- EXERCISE REQUIREMENTS -
Please look for the string "direction" below and report every line in which it occurs.

- EXTRACTED INFORMATION -
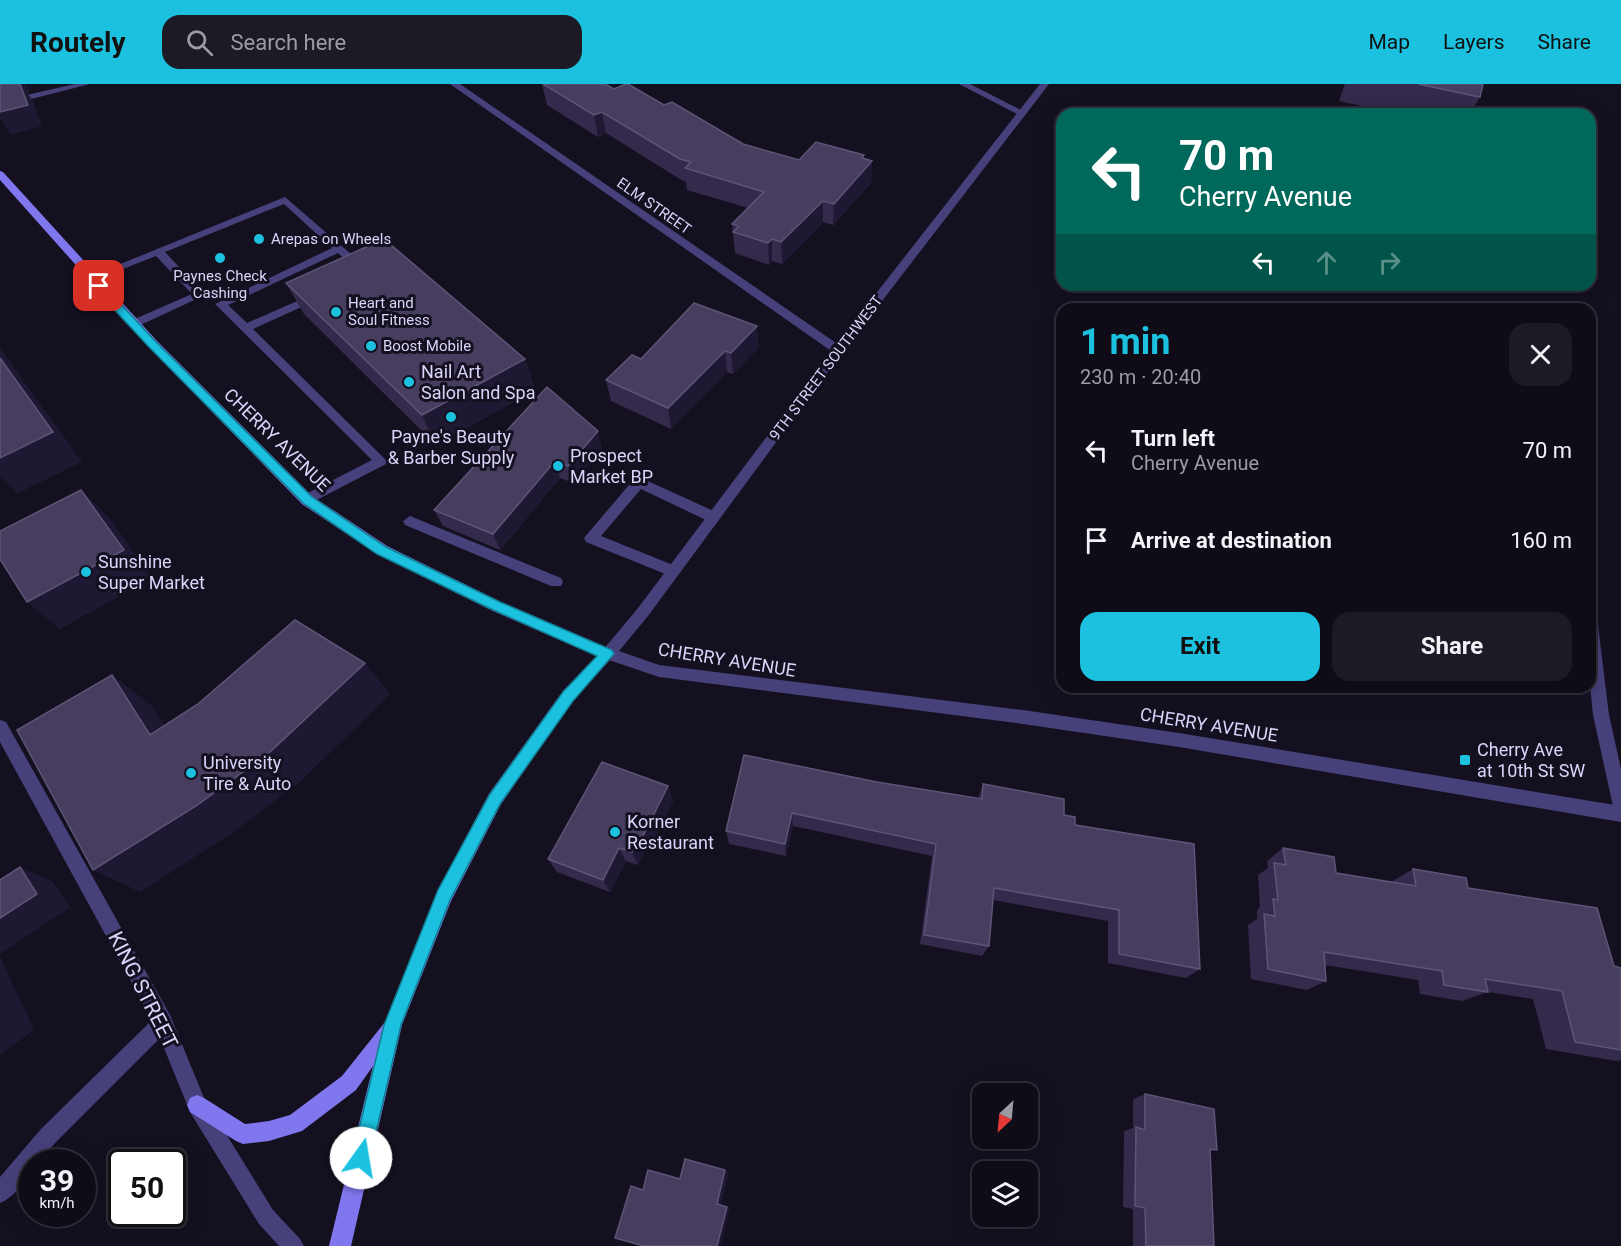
<!DOCTYPE html>
<html lang="en">
<head>
<meta charset="utf-8">
<style>
  body { margin:0; font-family:Roboto,sans-serif; background:#1d1a25; color:#f1f3f6; height:100vh; display:flex; flex-direction:column; font-size:22px; white-space:nowrap }
  * { box-sizing:border-box; margin:0 }
  p { font-size:20px; color:#9b9ba2 }
  .icon { flex:none; width:33px; height:33px; fill:none; stroke:currentColor; stroke-width:2; stroke-linecap:round; stroke-linejoin:round }
  .map { position:relative; flex:1; overflow:hidden }
  .drawer { position:absolute; left:1056px; top:219px; width:540px; height:390px; display:flex; flex-direction:column; background:#0f0c18; border-radius:18px; box-shadow:0 6px 24px #0002,0 0 0 2px #2f2c37 }
  .drawer>* { flex:none }
  .top-card { position:absolute; left:1056px; top:24px; width:540px; height:183px; border-radius:18px; box-shadow:0 6px 24px #0002,0 0 0 2px #2f2c37; background:#00695c; color:#fff; overflow:hidden }
  .needle { width:39px; rotate:206deg }
  .buttons { position:absolute; left:972px; top:999px; display:grid; gap:12px }
  .buttons a { display:grid; place-items:center; width:66px; height:66px; border-radius:12px; background:#0f0c18; box-shadow:0 6px 24px #0002,0 0 0 2px #2f2c37; font-size:30px }
  .speed { position:absolute; left:18px; top:1065px; display:flex; gap:12px; font-size:30px; font-weight:700; text-align:center }
  .speed>* { display:grid; place-content:center; width:78px; height:78px; border-radius:50%; background:#0f0c18; box-shadow:0 6px 24px #0002,0 0 0 2px #2f2c37; line-height:1 }
  .speed small { font-size:15px; font-weight:400 }
  .speed .limit { border:3px solid #111; border-radius:9px; background:#fff; color:#111 }
  .pin { position:absolute; display:grid; place-items:center; width:51px; height:51px; color:#fff; margin:-26px; border-radius:12px; box-shadow:0 3px 9px #0006 }
  .me { position:absolute; width:66px; margin:-33px; rotate:13deg; stroke-linejoin:round; filter:drop-shadow(0 0 4px #0008) }
  .turn { display:flex; align-items:center; gap:21px; height:126px; padding:0 24px; font-size:27px }
  .turn .icon { width:78px; height:78px; stroke-width:2.5 }
  .turn b { display:block; font-size:42px; line-height:51px }
  .lanes { display:flex; align-items:center; height:57px; padding:0 24px; background:#0003; justify-content:center; gap:30px; direction:ltr }
  .lanes .off { opacity:.35 }
  .round { display:grid; place-items:center; flex:none; width:63px; height:63px; border-radius:18px; background:#1d1a25 }
  .headline { display:flex; align-items:center; justify-content:space-between; height:102px; padding:0 24px }
  h1 { font-size:36px; font-weight:700; line-height:45px; color:#1bc1df }
  .cta { display:flex; gap:12px; margin-top:auto; padding:12px 24px }
  .cta a { flex:1; height:69px; border-radius:18px; background:#1bc1df; color:#111; font-size:24px; font-weight:700; line-height:69px; text-align:center }
  .cta a+a { background:#1d1a25; color:#f1f3f6 }
  ul { padding:0; list-style:none }
  li { display:flex; align-items:center; gap:18px; height:90px; padding:0 24px }
  li div { flex:1 }
  li b { display:block; font-size:22px }
  li em { font-style:normal }
  header { display:flex; align-items:center; gap:36px; box-sizing:border-box; height:84px; padding:0 30px; background:#1bc1df; color:#111 }
  header strong { font-size:28px }
  nav { display:flex; gap:33px; margin-inline-start:auto; font-size:21px }
  .search { width:420px; height:54px; background:#1d1a25; display:flex; align-items:center; gap:15px; box-sizing:border-box; padding:0 21px; border-radius:18px; color:#9b9ba2; font-size:22px }
  .map>svg:first-child { display:block }
  .lines { fill:none; stroke-linecap:round; stroke-linejoin:round }
  .service { fill:#46417a; fill-rule:evenodd }
  .minor { fill:#46417a; fill-rule:evenodd }
  .tertiary { fill:#46417a; fill-rule:evenodd }
  .secondary { fill:#8077ee; fill-rule:evenodd }
  .wall { fill:#342b4c }
  .shaded-wall { fill:#1f1833 }
  .building { fill:#463d5f; stroke:#5d5577; stroke-width:1.5 }
  .route { fill:#1bc1df; stroke:#127d91; stroke-width:1.5 }
  .poi-dot { fill:#1bc1df; stroke:#141020; stroke-width:2 }
  .labels { text-anchor:middle; stroke-width:6; stroke-linejoin:round; paint-order:stroke }
  .far-street-label { font-size:15px; fill:#dbd4fa; stroke:#141020 }
  .far-poi-label { font-size:15px; fill:#dbd4fa; stroke:#141020; text-anchor:start }
  .poi-label { font-size:18px; fill:#dbd4fa; stroke:#141020; text-anchor:start }
  .street-label { font-size:18px; fill:#dbd4fa; stroke:#141020 }
  .near-street-label { font-size:21px; fill:#dbd4fa; stroke:#141020 }
</style>
</head>
<body>
<header>
<strong>Routely</strong>
<div class="search"><svg class="icon" aria-label="search" viewBox="0 0 24 24"><circle cx="10" cy="10" r="6"/><path d="M15 15l6 6"/></svg>Search here</div>
<nav><a>Map</a><a>Layers</a><a>Share</a></nav>
</header>
<div class="map">
<svg width="1621" height="1162" viewBox="0 0 1621 1162">
  <rect width="100%" height="100%" fill="#141020"/>
  <g class="lines">
    <!-- service -->
    <g class="service">
      <path d="M285,113L367,184L362,187L358,186L338,169L228,221L247,239L311,211H319V215L253,245L387,377L386,380L307,421L300,416L302,412L372,376L215,220L332,164L284,120L165,168L205,211L134,244L128,240L130,237L192,210L156,172L95,196H87L86,194Z"/>
      <path d="M639,393L718,429L720,433L718,437H708L641,405L601,452L678,483L680,487L678,491H668L586,458L584,454L634,395Z"/>
      <path d="M410,432L561,494L563,498L561,502H551L405,441L403,437Z"/>
    </g>
    <!-- minor -->
    <g class="minor">
      <path d="M75,0H90L0,23V17Z"/>
      <path d="M450,0H460L842,263V269H834Z"/>
      <path d="M959,0H970L1027,29L1019,31Z"/>
      <path d="M1590,527L1595,529L1597,533L1609,631L1621,685V730L1615,727L1613,722L1593,631L1590,601Z"/>
      <path d="M0,636L6,638L170,931L204,1014L273,1126L300,1155L304,1162H279L259,1140L190,1028L160,954L55,1059L39,1078H32C32,1093 13,1114 0,1119V1093L41,1045L152,936L0,658Z"/>
    </g>
    <!-- tertiary -->
    <path class="tertiary" d="M1040,0H1049L842,269L648,532L619,567L659,581L1023,626L1179,649L1621,722V738L1179,663L1023,640L659,593L603,574L601,570L603,566L638,524L834,263Z"/>
    <!-- secondary -->
    <path class="secondary" d="M0,87L3,88L157,257L312,412L387,462L501,518L613,566L615,570L573,617L501,720L451,817L402,941L351,1162H329L373,982L356,1006L302,1047L269,1057L243,1060L236,1057L190,1028L187,1021L190,1014L197,1011L204,1014L245,1040L269,1037L290,1031L342,992L385,938L438,806L489,710L563,607L597,572L491,526L377,470L302,420L149,263L0,96Z"/>
  </g>
  <!-- wall -->
  <g class="wall">
    <path d="M542,0L614,5L664,21L743,60L799,76L864,71V75L872,77L871,99L833,141L823,138L782,180L772,177L769,181L735,169L732,140L748,124L687,106L686,98L683,97L606,49L598,53L547,21Z"/>
    <path d="M1345,0H1483L1480,13L1470,30H1398L1339,17Z"/>
    <path d="M286,199L525,275L535,306L436,361L304,230Z"/>
    <path d="M759,263L733,290L727,288L671,345L611,317L606,296L641,275Z"/>
    <path d="M547,303L602,364L573,399L560,394L500,466L443,442L434,426Z"/>
    <path d="M877,698L978,715L983,700L1064,731L1075,741L1200,885L1186,894L1108,879V837L993,816L989,862L982,872L920,860L932,772L793,742L786,772L729,760L726,747Z"/>
    <path d="M668,702L673,717L648,767H645L638,781L626,777L610,808L557,788L548,775Z"/>
    <path d="M1283,764L1336,789L1391,798L1413,785L1468,804L1614,882L1621,884V976L1616,977L1546,965L1533,915L1488,908L1462,917L1420,910L1418,896L1325,881L1326,897L1307,906L1251,895L1248,841L1257,835V826L1260,823L1258,791L1268,784L1267,777Z"/>
    <path d="M1145,1010L1217,1066L1210,1067L1214,1162H1133V1125L1123,1123L1124,1047L1133,1044V1015Z"/>
  </g>
  <!-- shaded-wall -->
  <g class="shaded-wall">
    <path d="M0,0H26L30,8L27,9L33,17L42,42L11,51L0,35Z"/>
    <path d="M602,28L606,49L598,53L594,31Z"/>
    <path d="M864,71V87L872,77L871,99L833,141L834,120Z"/>
    <path d="M823,117V138L782,180L781,158Z"/>
    <path d="M772,155V177L769,181L768,159Z"/>
    <path d="M757,242L759,263L733,290L731,269Z"/>
    <path d="M0,264L82,378L18,409L0,393Z"/>
    <path d="M725,267L727,288L671,345L668,324Z"/>
    <path d="M525,275L535,306L436,361L422,331Z"/>
    <path d="M598,347L602,364L573,399L568,382Z"/>
    <path d="M555,377L560,394L500,466L493,450Z"/>
    <path d="M81,406L110,435L152,494L60,545L27,518Z"/>
    <path d="M365,579L390,610L301,697L234,748L140,808L93,786Z"/>
    <path d="M112,591L152,622L189,680L150,651Z"/>
    <path d="M668,702L673,717L648,767L642,754Z"/>
    <path d="M792,729L793,742L786,772L785,760Z"/>
    <path d="M640,753L645,767L638,781L632,768Z"/>
    <path d="M619,764L626,777L610,808L603,796Z"/>
    <path d="M20,783L53,798L70,823L0,870V834Z"/>
    <path d="M0,873L34,946L0,971Z"/>
    <path d="M725,1086L729,1088L721,1120L730,1124L721,1162H717V1120Z"/>
  </g>
  <!-- building -->
  <g class="building">
    <path d="M0,0H20L28,21L0,28Z"/>
    <path d="M543,0H605L614,5L626,0H628L664,21L672,18L743,60L799,76L816,58L864,71L862,74L872,77L834,120L823,117L781,158L772,155L768,159L733,148L739,142L732,140L764,108L685,84L691,78L680,75L602,28L594,31Z"/>
    <path d="M1418,0H1483L1480,13Z"/>
    <path d="M384,155L525,275L422,331L286,199Z"/>
    <path d="M694,219L757,242L731,269L725,267L668,324L606,296L632,271L641,275Z"/>
    <path d="M0,274L53,348L0,374Z"/>
    <path d="M547,303L598,347L568,382L555,377L493,450L434,426Z"/>
    <path d="M81,406L124,466L27,518L0,475V447Z"/>
    <path d="M295,536L365,579L268,670L196,722L93,786L17,646L112,591L150,651L198,620Z"/>
    <path d="M744,671L877,698L982,715L983,700L1064,715V731L1075,733V741L1194,760L1200,885L1119,870V826L994,804L989,862L924,851L936,760L792,729L785,760L726,747Z"/>
    <path d="M602,678L668,702L642,754L640,753L632,768L619,764L603,796L548,775Z"/>
    <path d="M1283,764L1334,773L1336,789L1416,802L1413,785L1466,794L1468,804L1597,824L1614,882L1621,884V966L1575,958L1562,907L1485,895L1488,908L1444,901L1442,887L1324,868L1326,897L1268,885L1264,830L1275,832L1273,815L1278,816L1274,779L1286,781Z"/>
    <path d="M20,783L37,810L0,834V796Z"/>
    <path d="M1145,1010L1214,1025L1217,1066L1210,1065L1214,1162H1146L1145,1124L1135,1122L1136,1043L1145,1046Z"/>
    <path d="M685,1075L725,1086L717,1120L727,1123L717,1162H644L615,1154L631,1102L643,1106L648,1086L680,1095Z"/>
  </g>
  <!-- route -->
  <path class="route" d="M99,199L102,200L156,258L312,413L386,463L500,518L612,566L614,570L573,617L500,720L450,816L401,941L370,1074L368,1080L361,1083L355,1080L352,1074L384,941L438,806L490,710L563,608L597,572L491,525L377,470L303,419L149,263L95,205V200Z"/>
  <!-- markers -->
  <g class="poi-dot">
    <circle cx="259" cy="155" r="6"/>
    <circle cx="220" cy="174" r="6"/>
    <circle cx="336" cy="228" r="6"/>
    <circle cx="371" cy="262" r="6"/>
    <circle cx="409" cy="298" r="6"/>
    <circle cx="451" cy="333" r="6"/>
    <circle cx="558" cy="382" r="6"/>
    <circle cx="86" cy="488" r="6"/>
    <rect x="1459" y="670" width="12" height="12" rx="3"/>
    <circle cx="191" cy="689" r="6"/>
    <circle cx="615" cy="748" r="6"/>
  </g>
  <g class="labels">
    <!-- far-street labels -->
    <g class="far-street-label">
      <text transform="translate(654 122) rotate(35)" y="5">ELM STREET</text>
      <text transform="translate(826 284) rotate(-53)" y="5">9TH STREET SOUTHWEST</text>
    </g>
    <!-- far-poi labels -->
    <g class="far-poi-label">
      <text x="271" y="160">Arepas on Wheels</text>
      <text x="220" y="197" text-anchor="middle">Paynes Check<tspan x="220" dy="17">Cashing</tspan></text>
      <text x="348" y="224">Heart and<tspan x="348" dy="17">Soul Fitness</tspan></text>
      <text x="383" y="267">Boost Mobile</text>
    </g>
    <!-- poi labels -->
    <g class="poi-label">
      <text x="421" y="294">Nail Art<tspan x="421" dy="21">Salon and Spa</tspan></text>
      <text x="451" y="359" text-anchor="middle">Payne's Beauty<tspan x="451" dy="21">&amp; Barber Supply</tspan></text>
      <text x="570" y="378">Prospect<tspan x="570" dy="21">Market BP</tspan></text>
      <text x="98" y="484">Sunshine<tspan x="98" dy="21">Super Market</tspan></text>
      <text x="1477" y="672">Cherry Ave<tspan x="1477" dy="21">at 10th St SW</tspan></text>
      <text x="203" y="685">University<tspan x="203" dy="21">Tire &amp; Auto</tspan></text>
      <text x="627" y="744">Korner<tspan x="627" dy="21">Restaurant</tspan></text>
    </g>
    <!-- street labels -->
    <g class="street-label">
      <text transform="translate(277 356) rotate(44)" y="6">CHERRY AVENUE</text>
      <text transform="translate(727 576) rotate(9)" y="6">CHERRY AVENUE</text>
      <text transform="translate(1209 641) rotate(9)" y="6">CHERRY AVENUE</text>
    </g>
    <!-- near-street labels -->
    <g class="near-street-label">
      <text transform="translate(143 906) rotate(63)" y="7">KING STREET</text>
    </g>
  </g>
</svg>
<div class="buttons">
<a><svg class="needle" viewBox="-14 -14 28 28"><path d="M0-13l5 13h-10z" fill="#e53935"/><path d="M0 13l5-13h-10z" fill="#9b9ba2"/></svg></a>
<a><svg class="icon" aria-label="layers" viewBox="0 0 24 24"><path d="M12 4l9 5-9 5-9-5zM3 14l9 5 9-5"/></svg></a>
</div>
<div class="speed"><div>39<small>km/h</small></div><div class="limit">50</div></div>
<div class="pin" style="left:99px;top:202px;background:#d93025"><svg class="icon" aria-label="arrive" viewBox="0 0 24 24"><path d="M6 21V4h12l-3 4 3 4H6"/></svg></div>
<svg class="me" style="left:361px;top:1074px" viewBox="-20 -20 40 40"><circle r="19" fill="#fff"/><path d="M0-13L10 11 0 6-10 11z" fill="#1bc1df"/></svg>
<div class="top-card">
<div class="turn"><svg class="icon" aria-label="left" viewBox="0 0 24 24"><path d="M17 20v-9H6M10 6l-5 5 5 5"/></svg><div><b>70 m</b>Cherry Avenue</div></div>
<div class="lanes"><svg class="icon" aria-label="left" viewBox="0 0 24 24"><path d="M17 20v-9H6M10 6l-5 5 5 5"/></svg><svg class="icon off" aria-label="ahead" viewBox="0 0 24 24"><path d="M12 20V5M6 11l6-6 6 6"/></svg><svg class="icon off" aria-label="right" viewBox="0 0 24 24"><path d="M7 20v-9h11M14 6l5 5-5 5"/></svg></div>
</div>
<section class="drawer">
<div class="headline"><div><h1>1 min</h1><p>230 m · 20:40</p></div><a class="round"><svg class="icon" aria-label="close" viewBox="0 0 24 24"><path d="M6 6l12 12M18 6L6 18"/></svg></a></div>
<ul>
<li><svg class="icon" aria-label="left" viewBox="0 0 24 24"><path d="M17 20v-9H6M10 6l-5 5 5 5"/></svg><div><b>Turn left</b><p>Cherry Avenue</p></div><em>70 m</em></li>
<li><svg class="icon" aria-label="arrive" viewBox="0 0 24 24"><path d="M6 21V4h12l-3 4 3 4H6"/></svg><div><b>Arrive at destination</b></div><em>160 m</em></li>
</ul>
<div class="cta"><a>Exit</a><a>Share</a></div>
</section>
</div>
</body>
</html>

- PROBLEM SOLUTION -
  body { margin:0; font-family:Roboto,sans-serif; background:#1d1a25; color:#f1f3f6; height:100vh; display:flex; flex-direction:column; font-size:22px; white-space:nowrap }
  .drawer { position:absolute; left:1056px; top:219px; width:540px; height:390px; display:flex; flex-direction:column; background:#0f0c18; border-radius:18px; box-shadow:0 6px 24px #0002,0 0 0 2px #2f2c37 }
  .lanes { display:flex; align-items:center; height:57px; padding:0 24px; background:#0003; justify-content:center; gap:30px; direction:ltr }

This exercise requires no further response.